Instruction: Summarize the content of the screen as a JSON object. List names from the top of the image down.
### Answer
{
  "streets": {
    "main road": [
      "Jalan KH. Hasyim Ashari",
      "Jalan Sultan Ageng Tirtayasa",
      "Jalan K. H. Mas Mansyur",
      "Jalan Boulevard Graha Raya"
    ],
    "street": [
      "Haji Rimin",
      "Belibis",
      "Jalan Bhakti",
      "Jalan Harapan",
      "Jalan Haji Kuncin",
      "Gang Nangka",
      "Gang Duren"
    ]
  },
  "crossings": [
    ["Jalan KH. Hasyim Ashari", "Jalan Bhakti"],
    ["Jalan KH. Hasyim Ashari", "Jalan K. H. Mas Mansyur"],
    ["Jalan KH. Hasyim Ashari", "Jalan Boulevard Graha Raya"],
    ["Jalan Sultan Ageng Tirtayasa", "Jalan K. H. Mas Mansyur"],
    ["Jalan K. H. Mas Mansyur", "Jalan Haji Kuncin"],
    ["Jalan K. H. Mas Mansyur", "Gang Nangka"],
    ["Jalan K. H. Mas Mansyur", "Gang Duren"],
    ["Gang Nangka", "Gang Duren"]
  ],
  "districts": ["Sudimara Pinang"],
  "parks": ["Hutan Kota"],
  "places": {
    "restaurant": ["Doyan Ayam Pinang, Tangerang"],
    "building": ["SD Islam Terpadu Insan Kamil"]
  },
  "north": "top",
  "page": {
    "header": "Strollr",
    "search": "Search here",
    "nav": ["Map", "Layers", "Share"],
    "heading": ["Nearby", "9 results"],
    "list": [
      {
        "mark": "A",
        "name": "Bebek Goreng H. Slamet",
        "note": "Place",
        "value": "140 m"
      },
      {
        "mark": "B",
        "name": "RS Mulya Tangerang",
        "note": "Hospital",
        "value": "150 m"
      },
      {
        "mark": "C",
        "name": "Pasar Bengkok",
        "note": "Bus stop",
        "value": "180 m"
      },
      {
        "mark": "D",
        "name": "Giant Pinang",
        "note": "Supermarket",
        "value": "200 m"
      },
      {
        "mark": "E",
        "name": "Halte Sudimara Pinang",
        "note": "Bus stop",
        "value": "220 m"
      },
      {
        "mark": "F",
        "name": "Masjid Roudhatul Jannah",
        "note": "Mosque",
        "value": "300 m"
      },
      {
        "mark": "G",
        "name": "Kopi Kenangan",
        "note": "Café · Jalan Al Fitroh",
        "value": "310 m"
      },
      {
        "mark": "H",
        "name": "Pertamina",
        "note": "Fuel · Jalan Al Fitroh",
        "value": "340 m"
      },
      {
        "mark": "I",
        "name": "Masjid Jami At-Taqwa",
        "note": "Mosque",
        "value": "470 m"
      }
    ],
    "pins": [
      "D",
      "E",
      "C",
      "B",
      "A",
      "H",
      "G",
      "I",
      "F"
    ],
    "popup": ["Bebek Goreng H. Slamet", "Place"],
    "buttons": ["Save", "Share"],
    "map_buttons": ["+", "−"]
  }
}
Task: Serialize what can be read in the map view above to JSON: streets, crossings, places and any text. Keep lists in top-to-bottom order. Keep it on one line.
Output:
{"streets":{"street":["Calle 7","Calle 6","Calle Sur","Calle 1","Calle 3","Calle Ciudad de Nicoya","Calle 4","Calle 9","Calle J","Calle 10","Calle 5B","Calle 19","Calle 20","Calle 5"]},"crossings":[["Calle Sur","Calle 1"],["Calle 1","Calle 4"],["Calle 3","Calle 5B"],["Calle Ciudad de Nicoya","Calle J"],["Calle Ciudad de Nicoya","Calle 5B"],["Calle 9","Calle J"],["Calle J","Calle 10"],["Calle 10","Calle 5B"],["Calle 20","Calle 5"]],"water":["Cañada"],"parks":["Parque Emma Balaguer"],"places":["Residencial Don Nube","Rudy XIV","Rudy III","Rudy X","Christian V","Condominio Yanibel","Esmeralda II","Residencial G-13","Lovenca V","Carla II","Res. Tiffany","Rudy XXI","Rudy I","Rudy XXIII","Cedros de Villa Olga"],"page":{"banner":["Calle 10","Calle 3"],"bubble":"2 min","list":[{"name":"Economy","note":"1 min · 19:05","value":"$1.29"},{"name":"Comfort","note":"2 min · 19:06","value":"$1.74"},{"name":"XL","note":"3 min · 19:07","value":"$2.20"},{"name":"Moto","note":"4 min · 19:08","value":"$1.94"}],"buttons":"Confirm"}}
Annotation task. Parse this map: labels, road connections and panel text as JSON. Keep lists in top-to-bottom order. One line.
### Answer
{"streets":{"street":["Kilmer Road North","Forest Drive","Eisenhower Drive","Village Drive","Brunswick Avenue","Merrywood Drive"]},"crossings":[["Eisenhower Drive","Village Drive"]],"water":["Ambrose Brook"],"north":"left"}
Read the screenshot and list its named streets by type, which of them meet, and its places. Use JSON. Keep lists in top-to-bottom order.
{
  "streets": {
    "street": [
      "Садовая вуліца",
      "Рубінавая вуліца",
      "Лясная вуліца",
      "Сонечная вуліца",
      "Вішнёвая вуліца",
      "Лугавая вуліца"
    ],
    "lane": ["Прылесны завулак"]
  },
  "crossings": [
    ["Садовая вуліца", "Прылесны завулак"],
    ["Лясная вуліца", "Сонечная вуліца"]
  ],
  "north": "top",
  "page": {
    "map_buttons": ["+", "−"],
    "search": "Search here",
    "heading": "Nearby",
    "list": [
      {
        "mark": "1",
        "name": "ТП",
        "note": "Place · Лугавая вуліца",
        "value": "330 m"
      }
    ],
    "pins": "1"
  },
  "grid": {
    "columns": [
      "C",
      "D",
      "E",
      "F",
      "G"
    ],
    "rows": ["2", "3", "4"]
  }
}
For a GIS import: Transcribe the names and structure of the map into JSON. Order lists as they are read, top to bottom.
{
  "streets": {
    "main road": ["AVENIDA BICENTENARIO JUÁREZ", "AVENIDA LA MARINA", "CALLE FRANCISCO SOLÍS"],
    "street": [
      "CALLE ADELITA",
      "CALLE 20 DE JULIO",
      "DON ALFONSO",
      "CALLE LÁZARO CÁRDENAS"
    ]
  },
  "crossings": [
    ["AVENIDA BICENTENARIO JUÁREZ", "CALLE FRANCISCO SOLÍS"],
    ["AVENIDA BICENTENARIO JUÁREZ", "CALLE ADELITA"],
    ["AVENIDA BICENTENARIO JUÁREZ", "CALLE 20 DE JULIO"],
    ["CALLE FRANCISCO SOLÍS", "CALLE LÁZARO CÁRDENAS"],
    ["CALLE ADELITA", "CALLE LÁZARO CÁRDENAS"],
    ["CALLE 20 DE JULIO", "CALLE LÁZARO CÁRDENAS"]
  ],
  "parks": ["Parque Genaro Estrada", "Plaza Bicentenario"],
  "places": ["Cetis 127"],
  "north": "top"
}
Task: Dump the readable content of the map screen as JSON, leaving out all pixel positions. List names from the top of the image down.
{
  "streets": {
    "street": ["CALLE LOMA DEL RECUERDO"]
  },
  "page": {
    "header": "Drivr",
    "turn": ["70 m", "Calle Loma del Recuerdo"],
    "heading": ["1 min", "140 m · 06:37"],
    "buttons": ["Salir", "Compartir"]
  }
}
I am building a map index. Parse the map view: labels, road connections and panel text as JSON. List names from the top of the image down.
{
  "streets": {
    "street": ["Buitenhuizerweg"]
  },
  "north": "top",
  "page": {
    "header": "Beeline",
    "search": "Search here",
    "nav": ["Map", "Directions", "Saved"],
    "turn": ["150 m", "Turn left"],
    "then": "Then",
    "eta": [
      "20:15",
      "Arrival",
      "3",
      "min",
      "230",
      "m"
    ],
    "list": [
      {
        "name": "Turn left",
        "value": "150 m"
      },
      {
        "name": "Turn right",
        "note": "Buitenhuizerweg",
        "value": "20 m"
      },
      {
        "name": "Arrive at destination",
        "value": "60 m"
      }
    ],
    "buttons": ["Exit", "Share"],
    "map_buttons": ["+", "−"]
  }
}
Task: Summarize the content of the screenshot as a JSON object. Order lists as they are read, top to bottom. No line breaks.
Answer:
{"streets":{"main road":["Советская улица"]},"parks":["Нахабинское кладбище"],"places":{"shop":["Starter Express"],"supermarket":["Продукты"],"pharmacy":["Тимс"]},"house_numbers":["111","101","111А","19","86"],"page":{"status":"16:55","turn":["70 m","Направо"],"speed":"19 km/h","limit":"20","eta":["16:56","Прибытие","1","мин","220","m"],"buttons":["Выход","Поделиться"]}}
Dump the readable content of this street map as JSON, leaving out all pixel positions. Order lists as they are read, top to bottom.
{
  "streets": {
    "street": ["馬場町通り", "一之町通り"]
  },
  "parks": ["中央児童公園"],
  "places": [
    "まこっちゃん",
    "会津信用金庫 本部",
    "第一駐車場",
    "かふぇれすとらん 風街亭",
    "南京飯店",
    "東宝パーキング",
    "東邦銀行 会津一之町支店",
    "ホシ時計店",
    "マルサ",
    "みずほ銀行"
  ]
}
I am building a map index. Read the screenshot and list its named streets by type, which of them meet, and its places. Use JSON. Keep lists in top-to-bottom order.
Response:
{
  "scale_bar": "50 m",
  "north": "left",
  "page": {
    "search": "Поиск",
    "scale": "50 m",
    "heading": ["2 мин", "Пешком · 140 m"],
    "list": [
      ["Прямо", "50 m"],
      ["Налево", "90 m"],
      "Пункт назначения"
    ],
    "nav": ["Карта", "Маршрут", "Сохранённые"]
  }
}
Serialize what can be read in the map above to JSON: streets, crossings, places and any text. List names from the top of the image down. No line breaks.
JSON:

#### [WHAT YOU ARE ASKED TO DO]
Reproduce precisely the span of lines that begins at the line containing "Serialize what can be read in the map above" and ends with the last line of the listing.

#### [RESPONSE]
Serialize what can be read in the map above to JSON: streets, crossings, places and any text. List names from the top of the image down. No line breaks.
JSON:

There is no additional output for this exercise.